(Problem) Wherever the string "canvas" appears in the records, return the line that holds it.

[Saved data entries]
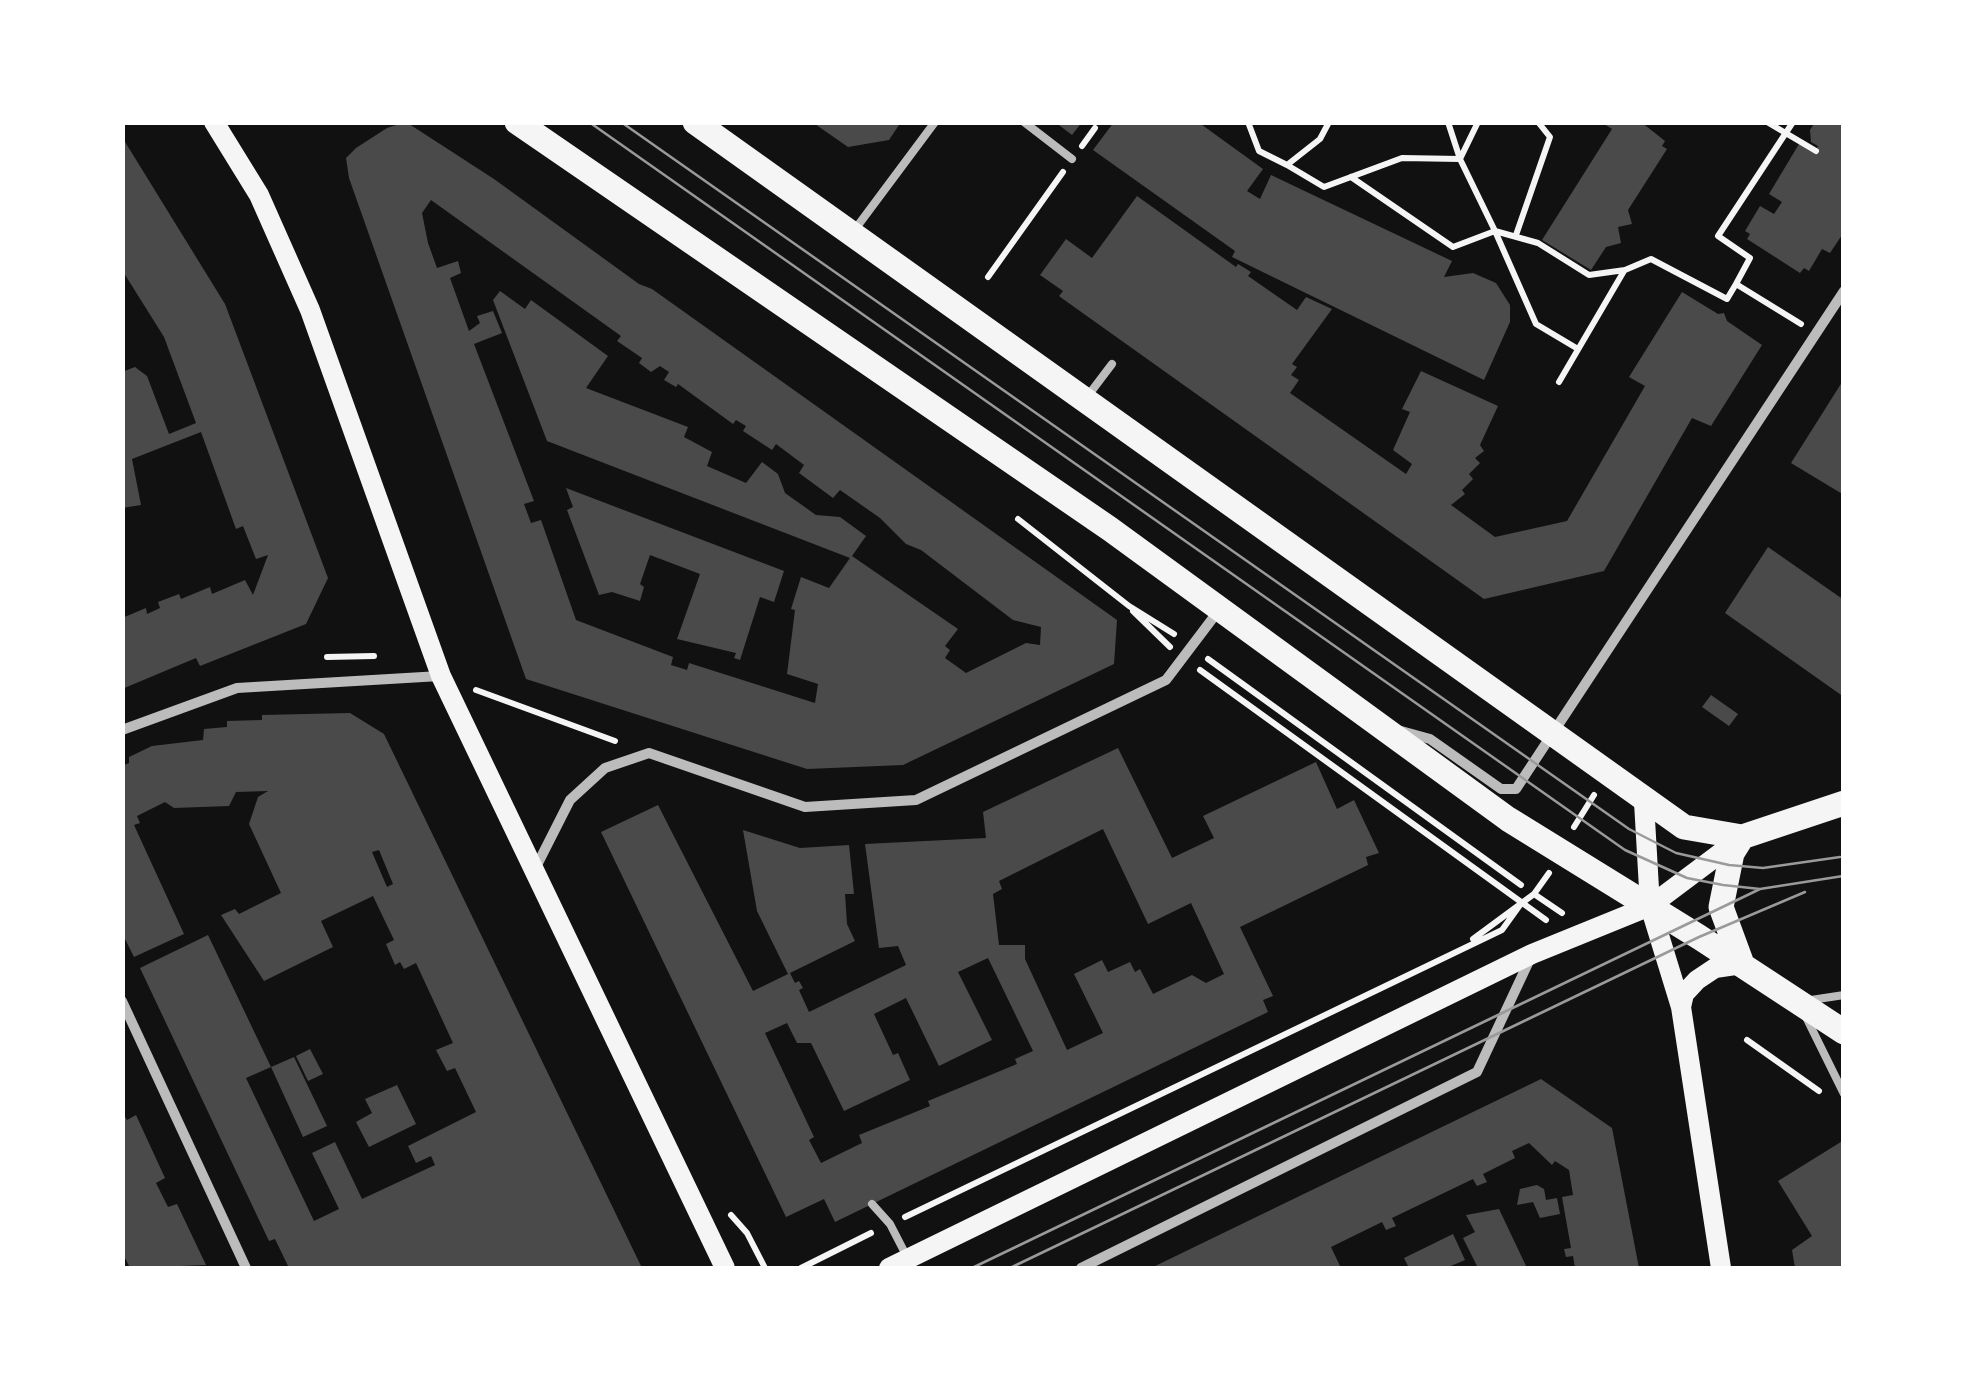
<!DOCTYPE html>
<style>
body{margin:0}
#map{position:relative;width:1966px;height:1391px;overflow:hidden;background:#111;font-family:Roboto,sans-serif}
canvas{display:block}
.frame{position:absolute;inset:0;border:125px solid #fff;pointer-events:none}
</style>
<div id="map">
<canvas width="1966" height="1391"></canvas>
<div class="frame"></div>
</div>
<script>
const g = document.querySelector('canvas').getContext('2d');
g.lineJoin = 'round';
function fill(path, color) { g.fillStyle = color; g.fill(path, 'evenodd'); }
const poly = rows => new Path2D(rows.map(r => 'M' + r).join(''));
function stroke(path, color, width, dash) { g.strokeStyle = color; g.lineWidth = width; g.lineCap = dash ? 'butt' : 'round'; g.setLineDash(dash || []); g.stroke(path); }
fill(poly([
 [406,122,494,179,639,284,652,289,1117,620,1114,664,903,765,807,769,526,679,349,178,346,158,356,148,387,128],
 [431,200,621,336,617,341,642,358,639,363,651,372,660,366,669,372,664,380,676,387,678,384,733,424,736,420,746,426,743,431,772,450,776,444,804,465,799,473,833,498,840,490,880,518,906,544,921,550,1013,620,1041,627,1040,645,1026,643,966,673,945,658,950,650,945,646,958,629,852,556,866,536,840,517,816,515,785,493,778,474,762,462,746,483,707,466,712,452,684,437,688,427,586,388,608,356,531,300,525,309,500,291,493,300,547,441,850,558,829,588,801,577,791,609,795,610,787,674,818,684,815,703,689,663,687,670,671,665,673,657,576,620,541,520,531,523,524,504,534,501,474,344,502,333,493,311,477,316,480,323,469,331,450,278,461,273,458,261,437,268,428,243,422,213],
 [812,122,901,122,889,140,848,147],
 [1055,122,1082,122,1072,135],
 [1114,122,1198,122,1263,169,1247,191,1260,199,1271,175,1452,261,1444,277,1473,273,1496,283,1510,305,1510,322,1484,380,1232,257,1235,251,1093,150],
 [1601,122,1641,122,1665,141,1662,146,1667,149,1628,210,1632,224,1618,227,1621,243,1606,247,1591,270,1542,240,1612,129],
 [1815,122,1844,122,1844,232,1830,253,1822,249,1809,271,1804,268,1800,273,1747,239,1750,234,1745,231,1760,206,1774,214,1782,202,1769,194,1799,144,1816,151,1818,146,1811,142,1810,130],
 [122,137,225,304,328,578,306,624,200,666,196,658,122,689,122,618,146,608,147,614,160,608,158,602,179,594,181,599,210,587,212,594,245,580,253,595,268,555,256,559,243,526,236,529,201,432,132,459,141,505,122,508,122,372,135,367,147,376,169,434,196,423,164,337,122,270],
 [1137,196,1236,267,1238,264,1251,272,1248,276,1297,310,1306,297,1332,309,1292,364,1297,367,1291,375,1299,380,1290,393,1406,474,1412,464,1393,450,1410,412,1402,409,1421,371,1498,406,1480,445,1484,451,1475,458,1480,463,1469,474,1473,479,1462,490,1465,494,1451,505,1495,537,1567,521,1645,386,1629,377,1682,292,1718,314,1724,313,1727,321,1762,345,1711,426,1692,418,1604,571,1484,599,1063,299,1059,296,1063,291,1040,275,1066,239,1092,258],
 [1844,379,1844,495,1791,463],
 [566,488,784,571,774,602,760,597,740,660,734,658,736,653,677,639,700,574,650,555,640,584,644,587,640,601,612,592,599,595,567,510,573,507],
 [1768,547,1844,600,1844,697,1725,613],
 [1711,695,1738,714,1729,726,1702,707],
 [350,713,384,734,642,1268,289,1268,275,1239,269,1241,140,968,208,935,271,1067,246,1078,314,1221,339,1209,312,1153,335,1142,362,1199,435,1165,431,1156,416,1163,408,1146,476,1112,455,1068,447,1071,436,1050,453,1043,416,963,404,969,400,962,395,965,386,944,394,940,373,896,321,921,333,947,264,981,221,915,235,909,239,914,281,893,249,824,258,797,268,791,236,792,229,806,174,808,165,802,137,816,140,823,134,825,184,934,134,957,122,933,122,766,129,763,129,757,152,746,203,740,204,729,227,727,227,721,262,720,262,715],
 [379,850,393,884,387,887,372,852],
 [1118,748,1172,858,1214,838,1203,816,1316,762,1337,809,1354,800,1379,853,1366,857,1368,865,1240,927,1273,996,1263,1000,1268,1012,835,1222,824,1199,786,1217,601,832,658,805,753,991,788,974,757,911,743,830,800,848,849,845,854,894,845,894,847,924,855,941,790,973,795,983,799,981,803,988,799,990,809,1012,906,965,898,946,879,948,865,844,986,838,983,812],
 [1103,829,1148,924,1191,903,1224,974,1206,983,1192,975,1153,994,1140,969,1135,972,1130,962,1108,972,1102,960,1074,974,1103,1033,1067,1050,1025,959,1025,945,999,945,993,894,1002,889,999,881],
 [988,958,1033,1051,1015,1059,1017,1064,928,1101,930,1106,859,1135,862,1143,821,1163,809,1140,814,1137,765,1033,787,1023,797,1043,811,1043,844,1111,910,1080,898,1053,893,1055,874,1014,906,998,939,1066,992,1040,958,972],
 [310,1049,323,1074,308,1081,296,1056],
 [294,1057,327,1126,303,1137,271,1067],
 [1541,1079,1612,1128,1639,1268,1575,1268,1573,1256,1566,1257,1564,1249,1571,1248,1562,1197,1573,1195,1569,1170,1555,1161,1552,1165,1529,1143,1512,1151,1515,1158,1483,1174,1487,1182,1477,1186,1473,1179,1392,1218,1396,1226,1386,1230,1382,1222,1331,1247,1341,1268,1151,1268],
 [397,1085,416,1124,369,1147,356,1122,372,1113,365,1099],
 [122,1112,127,1120,136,1115,165,1178,156,1183,168,1207,177,1204,206,1265,130,1268,122,1252],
 [1844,1140,1844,1268,1795,1268,1792,1250,1812,1236,1778,1181],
 [1537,1185,1544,1189,1546,1200,1557,1198,1560,1214,1540,1218,1533,1202,1517,1205,1520,1189],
 [1499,1209,1527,1268,1478,1268,1463,1238,1475,1232,1466,1215],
 [1453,1234,1465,1260,1446,1268,1409,1268,1404,1258]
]), '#4a4a4a');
stroke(poly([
 [1248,122,1259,151,1287,165,1320,139,1329,122],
 [1448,122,1460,159,1478,122],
 [1767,122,1816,151],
 [1793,122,1718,236,1750,258,1736,284,1801,324],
 [1082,146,1095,128],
 [1287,165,1324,187,1402,158,1460,159,1495,231,1538,243,1589,275,1625,270,1651,259,1727,299,1736,284],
 [1351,177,1453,247,1495,231,1536,324,1578,349],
 [1516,235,1550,137,1538,122],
 [988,277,1063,172],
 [1559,382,1624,271],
 [1018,519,1129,606,1174,634],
 [1133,611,1170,647],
 [327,657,374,656],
 [1208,659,1521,885],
 [1200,670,1546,920],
 [476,690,615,741],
 [1574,827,1594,795],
 [1534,894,1562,913],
 [1473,939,1534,894,1549,873],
 [1747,1040,1819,1091],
 [731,1215,747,1233,765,1268],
 [905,1217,1502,930,1520,905],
 [801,1268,871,1233]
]), '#f5f5f5', 6);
stroke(poly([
 [1024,122,1072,159],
 [856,228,935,122],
 [1087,397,1112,364],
 [1811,1000,1844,995],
 [1806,1017,1844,1094],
 [872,1204,890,1224,906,1255]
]), '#bcbcbc', 8);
stroke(poly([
 [122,730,237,688,440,676],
 [1401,731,1430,739,1501,789,1516,789,1844,291],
 [535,869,570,800,605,768,649,753,805,807,916,800,1166,680,1219,610],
 [122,1001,246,1268],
 [1081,1268,1477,1072,1530,959]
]), '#bcbcbc', 10);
stroke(poly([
 [214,122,259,195,310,310,441,676,725,1268],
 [1644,802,1650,906,1681,1007,1721,1268],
 [1681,1007,1684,994,1697,980,1715,968,1742,964],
 [889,1268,1532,954,1650,906,1738,840]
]), '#f5f5f5', 20);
stroke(poly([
 [517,122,1110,529,1508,819,1699,937,1844,1032],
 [695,122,1684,827,1742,837,1844,803],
 [1742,964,1721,907,1732,853,1742,837]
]), '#f5f5f5', 25);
stroke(poly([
 [589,122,1625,850,1687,878,1723,885,1760,889,1843,876],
 [621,122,1629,829,1676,853,1729,865,1763,868,1840,857],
 [972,1268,1760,889],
 [1010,1268,1699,937,1805,892]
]), '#9a9a9a', 2.5);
</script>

(Output of the task)
canvas{display:block}
<canvas width="1966" height="1391"></canvas>
const g = document.querySelector('canvas').getContext('2d');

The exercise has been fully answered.